On Wed, Jun 30, 2021 at 2:53 AM Mark Gray <mark.d.gray@redhat.com> wrote:
>
> The Open vSwitch kernel module uses the upcall mechanism to send
> packets from kernel space to user space when it misses in the kernel
> space flow table. The upcall sends packets via a Netlink socket.
> Currently, a Netlink socket is created for every vport. In this way,
> there is a 1:1 mapping between a vport and a Netlink socket.
> When a packet is received by a vport, if it needs to be sent to
> user space, it is sent via the corresponding Netlink socket.
>
> This mechanism, with various iterations of the corresponding user
> space code, has seen some limitations and issues:
>
> * On systems with a large number of vports, there is a correspondingly
> large number of Netlink sockets which can limit scaling.
> (https://bugzilla.redhat.com/show_bug.cgi?id=1526306)
> * Packet reordering on upcalls.
> (https://bugzilla.redhat.com/show_bug.cgi?id=1844576)
> * A thundering herd issue.
> (https://bugzilla.redhat.com/show_bug.cgi?id=1834444)
>
> This patch introduces an alternative, feature-negotiated, upcall
> mode using a per-cpu dispatch rather than a per-vport dispatch.
>
> In this mode, the Netlink socket to be used for the upcall is
> selected based on the CPU of the thread that is executing the upcall.

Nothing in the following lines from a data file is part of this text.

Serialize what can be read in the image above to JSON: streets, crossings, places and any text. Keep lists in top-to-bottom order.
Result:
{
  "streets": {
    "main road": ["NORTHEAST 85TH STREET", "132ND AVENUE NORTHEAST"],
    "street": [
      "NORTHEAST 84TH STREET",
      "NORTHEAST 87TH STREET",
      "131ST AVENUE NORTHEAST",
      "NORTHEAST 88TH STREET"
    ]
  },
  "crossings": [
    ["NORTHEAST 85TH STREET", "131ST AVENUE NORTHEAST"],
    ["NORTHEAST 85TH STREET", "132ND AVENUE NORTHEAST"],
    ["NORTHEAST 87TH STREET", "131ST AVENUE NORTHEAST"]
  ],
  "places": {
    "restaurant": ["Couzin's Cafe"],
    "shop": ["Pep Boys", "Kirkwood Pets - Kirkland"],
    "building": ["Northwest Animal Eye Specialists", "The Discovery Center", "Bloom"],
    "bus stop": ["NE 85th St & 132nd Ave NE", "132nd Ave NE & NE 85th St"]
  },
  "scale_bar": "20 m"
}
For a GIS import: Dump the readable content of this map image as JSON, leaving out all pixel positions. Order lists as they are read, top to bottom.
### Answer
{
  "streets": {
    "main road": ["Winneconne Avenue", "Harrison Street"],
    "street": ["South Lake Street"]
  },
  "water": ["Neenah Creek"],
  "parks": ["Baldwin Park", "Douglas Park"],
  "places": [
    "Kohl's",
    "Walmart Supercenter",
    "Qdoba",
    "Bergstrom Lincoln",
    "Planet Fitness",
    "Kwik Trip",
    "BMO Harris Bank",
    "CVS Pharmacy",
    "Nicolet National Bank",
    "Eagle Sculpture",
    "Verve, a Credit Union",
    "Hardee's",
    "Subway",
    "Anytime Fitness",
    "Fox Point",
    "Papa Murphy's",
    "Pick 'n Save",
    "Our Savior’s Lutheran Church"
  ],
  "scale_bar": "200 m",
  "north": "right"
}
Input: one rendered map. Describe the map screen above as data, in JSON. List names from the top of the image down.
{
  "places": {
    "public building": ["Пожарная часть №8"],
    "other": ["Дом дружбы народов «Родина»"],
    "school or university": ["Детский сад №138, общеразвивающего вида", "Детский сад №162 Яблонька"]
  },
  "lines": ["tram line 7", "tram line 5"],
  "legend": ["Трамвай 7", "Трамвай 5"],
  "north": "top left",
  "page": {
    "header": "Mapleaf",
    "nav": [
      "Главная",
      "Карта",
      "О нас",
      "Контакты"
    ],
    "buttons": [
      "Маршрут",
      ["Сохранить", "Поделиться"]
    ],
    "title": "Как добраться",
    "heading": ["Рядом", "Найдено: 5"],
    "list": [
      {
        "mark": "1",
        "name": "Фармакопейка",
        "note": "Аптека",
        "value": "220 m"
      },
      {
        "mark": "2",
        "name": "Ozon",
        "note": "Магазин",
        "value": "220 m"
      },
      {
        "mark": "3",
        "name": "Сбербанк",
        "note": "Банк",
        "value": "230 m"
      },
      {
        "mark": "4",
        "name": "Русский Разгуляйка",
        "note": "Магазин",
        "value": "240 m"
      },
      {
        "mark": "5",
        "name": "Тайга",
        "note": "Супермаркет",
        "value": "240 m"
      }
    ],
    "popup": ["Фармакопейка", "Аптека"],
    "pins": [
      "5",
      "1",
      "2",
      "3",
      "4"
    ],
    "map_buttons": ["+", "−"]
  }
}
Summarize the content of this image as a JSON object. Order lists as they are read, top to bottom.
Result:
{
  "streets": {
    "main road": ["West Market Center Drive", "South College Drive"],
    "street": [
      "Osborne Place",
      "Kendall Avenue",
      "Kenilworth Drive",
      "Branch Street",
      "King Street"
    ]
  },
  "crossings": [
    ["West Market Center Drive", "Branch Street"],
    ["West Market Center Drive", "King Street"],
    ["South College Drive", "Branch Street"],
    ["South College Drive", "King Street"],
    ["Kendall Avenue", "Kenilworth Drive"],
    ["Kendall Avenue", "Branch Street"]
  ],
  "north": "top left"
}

> In this way, it resolves the issues above as:
>
> a) The number of Netlink sockets scales with the number of CPUs
> rather than the number of vports.
> b) Ordering per-flow is maintained as packets are distributed to
> CPUs based on mechanisms such as RSS and flows are distributed
> to a single user space thread.
> c) Packets from a flow can only wake up one user space thread.
>
> The corresponding user space code can be found at:
> https://mail.openvswitch.org/pipermail/ovs-dev/2021-April/382618.html
>
> Bugzilla: https://bugzilla.redhat.com/1844576
> Signed-off-by: Mark Gray <mark.d.gray@redhat.com>
> ---
>
> Notes:
>     v1 - Reworked based on Flavio's comments:
>          * Fixed handling of userspace action case
>          * Renamed 'struct dp_portids'
>          * Fixed handling of return from kmalloc()
>          * Removed check for dispatch type from ovs_dp_get_upcall_portid()
>        - Reworked based on Dan's comments:
>          * Fixed handling of return from kmalloc()
>        - Reworked based on Pravin's comments:
>          * Fixed handling of userspace action case
>        - Added kfree() in destroy_dp_rcu() to cleanup netlink port ids
>
Patch looks good to me. I have the following minor comments.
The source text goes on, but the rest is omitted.